Why Alabama Won't Win the National Championship This Year


As we head into the 2012 season of college football, there are several teams with high expectations that have been dubbed frontrunners for the National Championship. USC, LSU, Oklahoma and Alabama are all being given high odds to win the big one. What follows is a well thought out and reasoned argument as to why Big Al won’t be celebrating a 36th National Championship next year. If you’re a close minded, die hard Alabama fan, please keep reading, as this is going to send your blood pressure through the roof. If you’re a fan of any other team, get a neck brace, because you’re going to be nodding your head more than a Busta Rhymes song because of the truthiness of what follows.

1. Alabama SUCKs:
That is to say that Alabama Suffers from Underperforming Coaching in Kicking. Jeremy Shelley and Cade Foster both performed okay last season, unless there was any sort of pressure to make the Field Goal. A look at the actual stats shows a season total 63.9% Field Goals made (23 of 36 total attempts) with the first and second LSU games as standouts. The first LSU game resulted in an abysmal 2 for 6 FGs, while retribution was attained in the National Championship game with 5 for 7 FGs being made. Because the latter stat does not support my argument, it will be thrown out as an outlier. Did the coaching get better over the offseason? My sources (a dachshund puppy named Mr. Pickles) say “no way”. Due to Shelley’s offseason training regimen of eating a large Messe Nachos from Taco Casa on a daily basis, don’t look for this area of Bama’s game to get any better.

2. Alabama will BLOWW:
Another acronym here. This one means that Alabama will Be Left Out by Westcoast Writers. A general sense of SEC fatigue, fatigue over teams from the state of Alabama (3INTHELAST3YEARSWOOOOOOOOOOO), and fatigue with Alabama in particular will lead to a media conspiracy to keep the Tide out of the National Championship game at any cost. Watch as Kirk Herbstreit pumps up USC’s weak schedule and coyly wipes his mouth after “picking up a dropped fork” under Matt Barkley’s table. There isn’t a playoff to help the Tide until next year, so look for the media to use this last year under the old BCS system to keep the crimson man down.

3. Alabama will lose at least 1 game this year:
Last year, a close loss to the number 1 ranked team, followed by a ridiculous confluence of events (literally everything that happened after November 5th favored UA. They really should have bought a few lottery tickets or something) led to THE REMATCH in the National Championship. This led to an SEC team finally losing in the National Championship, and a nationwide outcry by everyone else that “stuff is unfair, and stuff”. This year when the Crimson Tide loses a game, you can be rest assured that will spell the end to their championship aspirations.
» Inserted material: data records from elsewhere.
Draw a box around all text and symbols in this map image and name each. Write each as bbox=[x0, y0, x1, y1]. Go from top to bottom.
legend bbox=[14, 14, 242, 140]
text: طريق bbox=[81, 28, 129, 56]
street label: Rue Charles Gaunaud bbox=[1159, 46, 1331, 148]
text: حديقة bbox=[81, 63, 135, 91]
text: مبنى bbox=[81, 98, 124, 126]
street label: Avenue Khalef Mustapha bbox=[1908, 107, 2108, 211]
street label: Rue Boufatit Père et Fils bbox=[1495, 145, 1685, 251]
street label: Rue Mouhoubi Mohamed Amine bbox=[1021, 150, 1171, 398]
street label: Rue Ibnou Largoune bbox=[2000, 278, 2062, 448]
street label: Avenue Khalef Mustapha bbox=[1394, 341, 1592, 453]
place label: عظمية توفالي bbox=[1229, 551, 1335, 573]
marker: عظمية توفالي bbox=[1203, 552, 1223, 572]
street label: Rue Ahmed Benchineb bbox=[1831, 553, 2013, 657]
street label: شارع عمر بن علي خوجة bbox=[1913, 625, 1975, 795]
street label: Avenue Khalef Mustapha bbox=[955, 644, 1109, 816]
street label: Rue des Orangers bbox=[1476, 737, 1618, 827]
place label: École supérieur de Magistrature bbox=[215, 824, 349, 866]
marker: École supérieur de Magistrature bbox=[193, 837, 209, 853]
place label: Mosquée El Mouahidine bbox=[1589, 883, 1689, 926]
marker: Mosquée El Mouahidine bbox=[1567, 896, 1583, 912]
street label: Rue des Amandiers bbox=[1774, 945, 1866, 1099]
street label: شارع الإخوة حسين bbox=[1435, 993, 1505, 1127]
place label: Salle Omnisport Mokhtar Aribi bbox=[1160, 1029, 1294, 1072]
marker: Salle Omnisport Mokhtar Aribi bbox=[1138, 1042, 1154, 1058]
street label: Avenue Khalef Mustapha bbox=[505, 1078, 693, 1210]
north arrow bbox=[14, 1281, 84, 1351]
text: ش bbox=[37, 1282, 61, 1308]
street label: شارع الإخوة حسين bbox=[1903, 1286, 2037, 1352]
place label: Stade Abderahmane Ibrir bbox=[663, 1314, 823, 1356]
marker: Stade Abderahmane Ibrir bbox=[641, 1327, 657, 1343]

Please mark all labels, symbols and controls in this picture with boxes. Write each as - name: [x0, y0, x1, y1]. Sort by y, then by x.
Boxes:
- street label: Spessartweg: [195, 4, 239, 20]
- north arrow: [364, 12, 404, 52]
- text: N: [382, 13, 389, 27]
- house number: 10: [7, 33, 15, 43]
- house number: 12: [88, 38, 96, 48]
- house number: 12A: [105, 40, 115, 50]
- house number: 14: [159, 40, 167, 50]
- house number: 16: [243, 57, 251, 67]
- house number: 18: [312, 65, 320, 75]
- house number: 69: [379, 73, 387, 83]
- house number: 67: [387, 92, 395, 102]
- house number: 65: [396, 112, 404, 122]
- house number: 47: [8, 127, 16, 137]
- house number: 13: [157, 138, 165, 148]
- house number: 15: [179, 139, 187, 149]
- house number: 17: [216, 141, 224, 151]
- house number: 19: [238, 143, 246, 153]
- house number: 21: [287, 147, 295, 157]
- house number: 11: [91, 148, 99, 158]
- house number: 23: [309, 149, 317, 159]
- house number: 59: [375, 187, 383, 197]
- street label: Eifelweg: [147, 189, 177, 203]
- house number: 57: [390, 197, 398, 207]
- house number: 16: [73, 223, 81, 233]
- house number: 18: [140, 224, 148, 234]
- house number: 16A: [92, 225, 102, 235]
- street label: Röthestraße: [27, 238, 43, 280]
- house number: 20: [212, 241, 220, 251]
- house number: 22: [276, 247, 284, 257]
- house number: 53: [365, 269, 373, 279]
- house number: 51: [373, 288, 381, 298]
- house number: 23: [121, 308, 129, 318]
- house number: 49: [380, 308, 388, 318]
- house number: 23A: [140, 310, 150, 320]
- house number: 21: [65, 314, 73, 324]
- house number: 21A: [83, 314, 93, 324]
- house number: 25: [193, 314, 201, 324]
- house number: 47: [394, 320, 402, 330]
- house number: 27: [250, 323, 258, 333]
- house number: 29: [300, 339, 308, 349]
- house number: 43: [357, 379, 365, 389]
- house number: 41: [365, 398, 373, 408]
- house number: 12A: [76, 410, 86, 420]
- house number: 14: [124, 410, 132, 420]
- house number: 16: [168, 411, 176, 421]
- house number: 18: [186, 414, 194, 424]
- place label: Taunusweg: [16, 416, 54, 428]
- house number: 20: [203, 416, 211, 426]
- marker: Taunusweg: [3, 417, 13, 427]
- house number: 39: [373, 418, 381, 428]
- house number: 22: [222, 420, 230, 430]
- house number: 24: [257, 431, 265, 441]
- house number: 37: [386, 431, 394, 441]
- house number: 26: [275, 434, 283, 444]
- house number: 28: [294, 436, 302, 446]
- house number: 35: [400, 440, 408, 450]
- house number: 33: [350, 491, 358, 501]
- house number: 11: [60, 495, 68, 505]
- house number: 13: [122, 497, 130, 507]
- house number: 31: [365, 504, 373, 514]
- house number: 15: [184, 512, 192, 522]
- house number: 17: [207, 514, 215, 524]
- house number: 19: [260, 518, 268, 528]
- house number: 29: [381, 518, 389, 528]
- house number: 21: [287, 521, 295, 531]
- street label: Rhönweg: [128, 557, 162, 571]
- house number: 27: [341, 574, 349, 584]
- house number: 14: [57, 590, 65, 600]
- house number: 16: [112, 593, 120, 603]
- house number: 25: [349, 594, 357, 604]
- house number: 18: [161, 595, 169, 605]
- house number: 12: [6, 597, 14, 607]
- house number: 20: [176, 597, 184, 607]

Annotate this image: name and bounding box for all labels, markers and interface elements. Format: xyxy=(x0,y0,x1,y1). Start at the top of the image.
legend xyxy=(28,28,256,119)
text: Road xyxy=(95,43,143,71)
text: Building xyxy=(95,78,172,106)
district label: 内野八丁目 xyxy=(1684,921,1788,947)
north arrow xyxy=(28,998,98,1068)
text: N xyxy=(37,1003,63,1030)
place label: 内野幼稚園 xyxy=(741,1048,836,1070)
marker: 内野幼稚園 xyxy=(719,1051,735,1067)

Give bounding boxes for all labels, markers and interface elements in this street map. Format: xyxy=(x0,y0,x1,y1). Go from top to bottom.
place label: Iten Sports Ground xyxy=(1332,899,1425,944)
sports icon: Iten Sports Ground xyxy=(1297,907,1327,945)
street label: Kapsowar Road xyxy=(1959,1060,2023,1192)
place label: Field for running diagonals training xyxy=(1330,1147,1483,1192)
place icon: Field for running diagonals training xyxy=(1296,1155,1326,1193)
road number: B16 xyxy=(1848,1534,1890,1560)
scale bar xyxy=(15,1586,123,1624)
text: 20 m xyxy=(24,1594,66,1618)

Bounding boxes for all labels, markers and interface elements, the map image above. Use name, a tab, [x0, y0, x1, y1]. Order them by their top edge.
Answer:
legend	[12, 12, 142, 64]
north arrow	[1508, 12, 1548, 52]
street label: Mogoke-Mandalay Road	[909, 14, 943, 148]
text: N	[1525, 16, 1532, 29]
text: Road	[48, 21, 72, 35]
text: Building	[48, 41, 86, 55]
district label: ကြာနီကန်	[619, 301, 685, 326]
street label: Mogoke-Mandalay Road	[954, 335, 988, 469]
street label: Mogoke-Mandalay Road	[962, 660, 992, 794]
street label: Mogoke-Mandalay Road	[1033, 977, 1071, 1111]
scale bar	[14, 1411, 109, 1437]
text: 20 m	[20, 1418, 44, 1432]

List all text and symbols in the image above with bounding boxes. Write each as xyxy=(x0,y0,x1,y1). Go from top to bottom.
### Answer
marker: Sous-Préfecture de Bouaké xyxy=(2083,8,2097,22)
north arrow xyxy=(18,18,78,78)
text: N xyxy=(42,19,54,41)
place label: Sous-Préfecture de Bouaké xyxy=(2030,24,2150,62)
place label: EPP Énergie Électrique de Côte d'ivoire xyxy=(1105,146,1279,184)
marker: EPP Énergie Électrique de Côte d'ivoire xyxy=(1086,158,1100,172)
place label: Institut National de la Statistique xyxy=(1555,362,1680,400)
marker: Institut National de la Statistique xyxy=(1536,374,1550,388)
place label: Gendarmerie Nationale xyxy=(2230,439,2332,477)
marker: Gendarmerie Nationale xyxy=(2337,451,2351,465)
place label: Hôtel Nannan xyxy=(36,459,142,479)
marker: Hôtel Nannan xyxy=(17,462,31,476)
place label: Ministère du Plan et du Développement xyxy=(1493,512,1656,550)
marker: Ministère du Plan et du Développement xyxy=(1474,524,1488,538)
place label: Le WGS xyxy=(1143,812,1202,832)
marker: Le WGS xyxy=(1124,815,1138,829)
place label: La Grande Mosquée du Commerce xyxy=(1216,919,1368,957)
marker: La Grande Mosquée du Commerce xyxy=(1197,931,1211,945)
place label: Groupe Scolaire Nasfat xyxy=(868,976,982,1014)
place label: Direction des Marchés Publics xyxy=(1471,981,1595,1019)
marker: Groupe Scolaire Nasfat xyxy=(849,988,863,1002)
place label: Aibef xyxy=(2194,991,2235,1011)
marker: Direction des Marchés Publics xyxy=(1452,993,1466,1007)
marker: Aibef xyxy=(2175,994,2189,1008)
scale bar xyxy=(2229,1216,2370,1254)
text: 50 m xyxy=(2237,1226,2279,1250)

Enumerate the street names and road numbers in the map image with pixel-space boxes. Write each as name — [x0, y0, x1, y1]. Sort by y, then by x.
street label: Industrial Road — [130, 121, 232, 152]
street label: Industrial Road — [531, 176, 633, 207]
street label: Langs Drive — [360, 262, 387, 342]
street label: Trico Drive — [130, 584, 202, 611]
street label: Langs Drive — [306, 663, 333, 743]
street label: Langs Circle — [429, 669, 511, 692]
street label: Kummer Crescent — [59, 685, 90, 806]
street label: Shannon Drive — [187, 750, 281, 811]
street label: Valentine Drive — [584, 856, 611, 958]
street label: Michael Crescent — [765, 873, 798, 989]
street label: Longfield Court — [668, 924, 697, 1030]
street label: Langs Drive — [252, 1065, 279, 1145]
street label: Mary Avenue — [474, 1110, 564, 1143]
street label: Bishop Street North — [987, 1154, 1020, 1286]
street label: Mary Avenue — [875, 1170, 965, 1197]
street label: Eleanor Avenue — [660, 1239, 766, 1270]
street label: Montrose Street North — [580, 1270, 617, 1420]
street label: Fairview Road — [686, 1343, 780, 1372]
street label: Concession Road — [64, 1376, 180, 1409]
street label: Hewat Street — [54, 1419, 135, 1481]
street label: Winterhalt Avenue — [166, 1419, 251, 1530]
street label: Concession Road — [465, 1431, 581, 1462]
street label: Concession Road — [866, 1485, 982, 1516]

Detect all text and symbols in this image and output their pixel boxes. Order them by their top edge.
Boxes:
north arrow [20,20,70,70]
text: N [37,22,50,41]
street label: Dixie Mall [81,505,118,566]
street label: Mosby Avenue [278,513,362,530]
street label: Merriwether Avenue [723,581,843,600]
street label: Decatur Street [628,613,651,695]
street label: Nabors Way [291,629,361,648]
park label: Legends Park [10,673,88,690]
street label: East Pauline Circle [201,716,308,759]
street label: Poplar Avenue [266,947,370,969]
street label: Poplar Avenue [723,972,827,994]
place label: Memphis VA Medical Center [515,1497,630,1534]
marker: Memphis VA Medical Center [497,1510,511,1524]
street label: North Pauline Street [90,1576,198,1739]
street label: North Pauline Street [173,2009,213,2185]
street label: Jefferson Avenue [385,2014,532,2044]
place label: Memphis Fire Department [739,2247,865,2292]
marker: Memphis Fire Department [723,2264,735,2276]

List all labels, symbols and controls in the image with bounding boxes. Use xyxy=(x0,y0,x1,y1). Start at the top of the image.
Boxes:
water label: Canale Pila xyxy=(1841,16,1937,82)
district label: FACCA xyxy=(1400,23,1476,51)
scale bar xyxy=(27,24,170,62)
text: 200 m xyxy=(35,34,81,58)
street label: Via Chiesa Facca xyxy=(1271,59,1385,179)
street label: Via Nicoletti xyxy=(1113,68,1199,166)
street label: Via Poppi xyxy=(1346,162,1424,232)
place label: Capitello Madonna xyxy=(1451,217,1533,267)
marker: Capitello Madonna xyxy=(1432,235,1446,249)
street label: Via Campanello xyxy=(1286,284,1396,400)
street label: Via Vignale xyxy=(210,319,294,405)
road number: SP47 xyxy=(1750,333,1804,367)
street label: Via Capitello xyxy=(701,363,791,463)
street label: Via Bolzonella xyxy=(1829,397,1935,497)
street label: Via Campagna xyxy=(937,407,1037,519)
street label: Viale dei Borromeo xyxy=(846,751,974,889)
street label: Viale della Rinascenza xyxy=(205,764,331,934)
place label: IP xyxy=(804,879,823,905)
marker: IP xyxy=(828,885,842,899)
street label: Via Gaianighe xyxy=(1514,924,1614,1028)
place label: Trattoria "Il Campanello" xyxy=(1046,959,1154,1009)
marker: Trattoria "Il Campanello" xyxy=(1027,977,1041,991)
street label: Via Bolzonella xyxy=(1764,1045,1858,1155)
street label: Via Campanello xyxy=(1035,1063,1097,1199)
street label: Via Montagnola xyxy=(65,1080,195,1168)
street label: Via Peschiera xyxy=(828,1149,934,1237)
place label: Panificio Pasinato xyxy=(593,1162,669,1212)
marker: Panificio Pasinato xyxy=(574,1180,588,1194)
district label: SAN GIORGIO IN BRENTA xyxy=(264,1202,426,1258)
Most of the pundits say that LSU is the Tide’s biggest threat. My guess is that they’ll win at LSU, but probably lay an egg at Tennessee or against Mississippi State. I refuse to address Michigan as a threat to anything but the Olive Garden’s supply of soup, salad, and breadsticks.

4. AJ McCarron is Insane:
Part of the evidence for this is heresay, but that has never stopped anyone before and what are we in a court of law or something mister lawyer I didn’t think so. We first turn to the NC MVP’s badass tattoo, which we have previously described as a Baptist Coat of Arms. The sheer ridiculousness of his subtle chest tattoo immediately calls his sanity into question. Additionally, the roommate of a current football player has relayed to me McCarron’s apparently legitimate belief that the United States Government is controlled by aliens who direct our every move. Actually, this could be a plus or minus , as anyone that awesomely insane could be a weapon if directed properly. If not directed properly, he could be a ticking time bomb under center, just waiting to cause a loss.

5. This is Vandy’s Year:
The finally nail in the coffin for UA is the event that will provide the basis for GI Joe 3: The Rise of Vanderbilt. Let’s face it, this is Vandy’s year. Fiesty coach? Check. A quarterback on the roster who is obviously related to Stephen Colbert? Check. A destiny mandated by the gods of three out of four major worldwide religions? CHECK. You might as well buy a sleeping car ticket on the Commodore train now, because you don’t want to look like one of those jackass bandwagon fans jumping on halfway through the season after James Franklin’s squad dry humps Florida into submission on October 13th.

 So there you have it. Sorry, Bama Nation. There’s nothing that I can do. It do what it do, baby boo. Console yourselves with the fact that as long as Nick Saban is your coach, you’re only one top 3 recruiting class away from being in contention again, and only 7 to 9 blown ACLs from being out of contention. Those are good odds, my friends.